How to get the most enjoyment from the 2025 college football season - ESPN
The 1990 college football season kicked off with chaos off the field and a sense of familiarity on it. Miami and Notre Dame had gone a combined 22-1 against the rest of the nation in 1989, and the Hurricanes' 27-10 win over the Irish on Nov. 25 had basically decided the national title. In 1990, they predictably began the season ranked No. 1 and 2, respectively; Florida State, the only team to beat either in 1989, began the year ranked fourth, and the others in the preseason top 10 had all finished the previous season 12th or better.

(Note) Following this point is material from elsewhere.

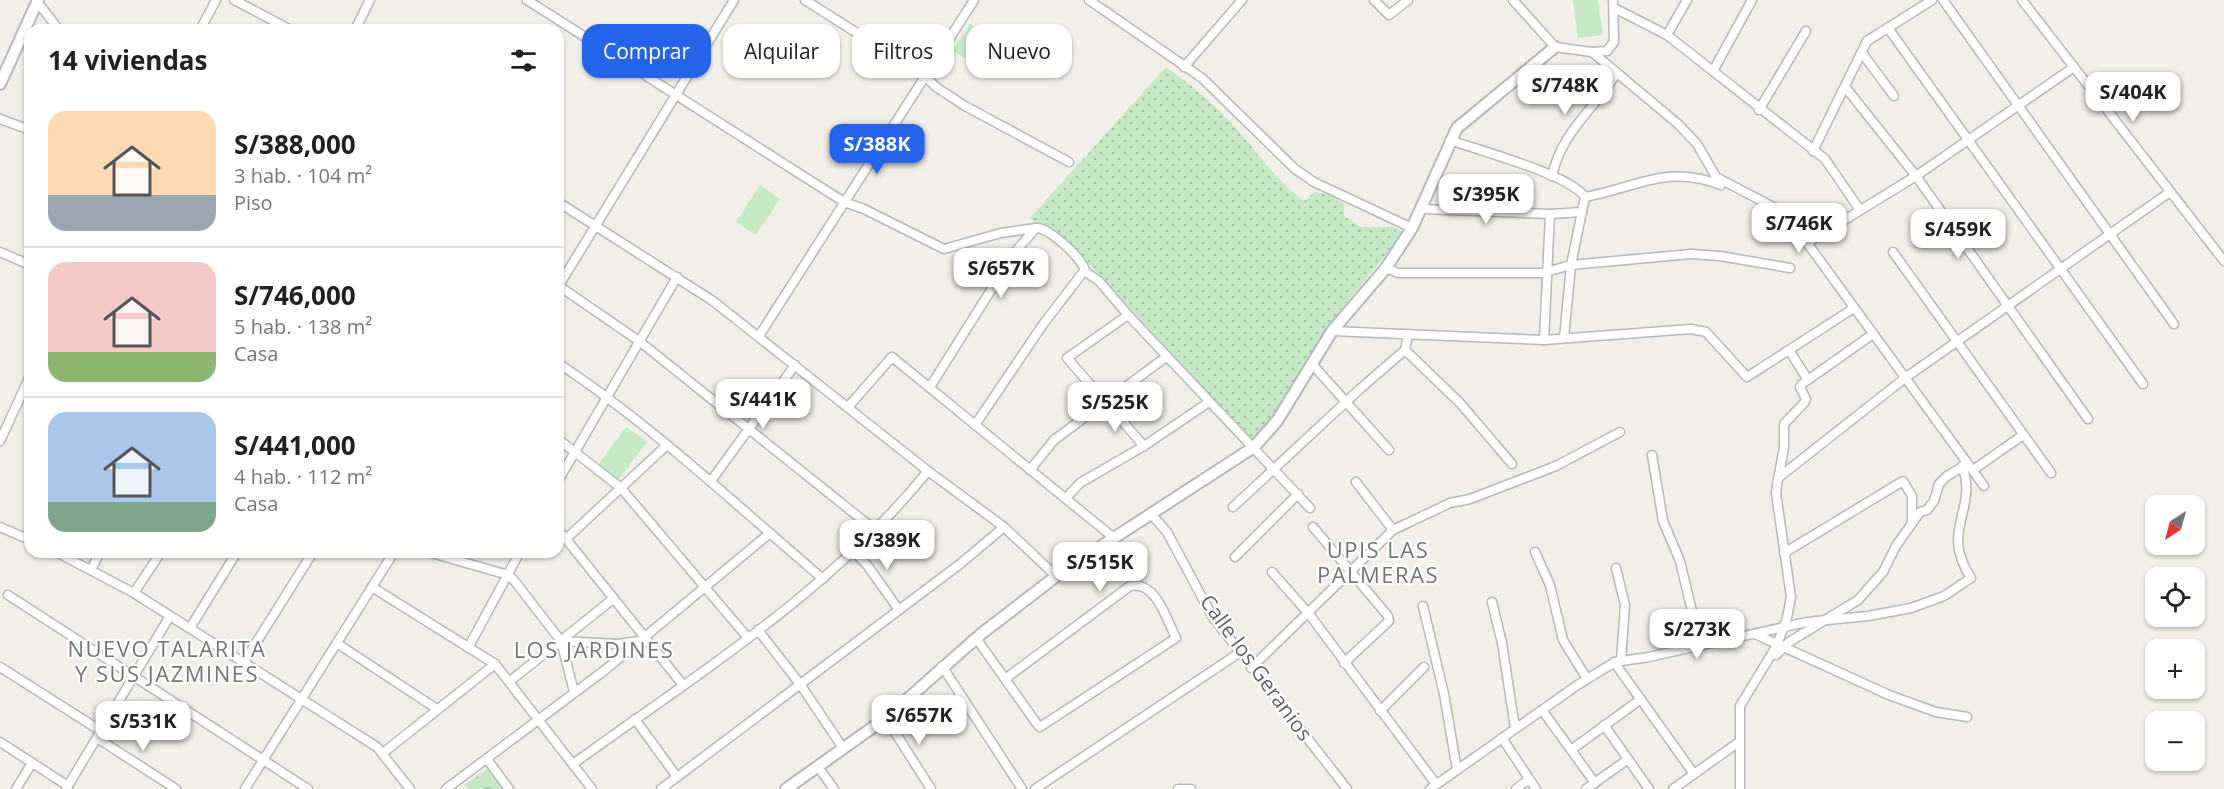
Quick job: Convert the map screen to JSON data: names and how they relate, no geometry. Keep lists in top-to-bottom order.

Though each year produces its own upstarts, the sport's balance of power seemed crystal clear heading into the 1990s.
Off the field, everything was as blurry as could be. With Penn State's impending move to the Big Ten, the first major run of conference realignment was underway, and people were envisioning a world that might feature as few as three superconferences. Sports Illustrated's Austin Murphy wrote about a possible Super SEC (with Florida State, Miami, South Carolina and the SWC's Arkansas, Texas and Texas A&M) and a Pac-14 with Colorado, BYU, San Diego State and Utah. It began to seem as if anything were possible regarding the future of the sport.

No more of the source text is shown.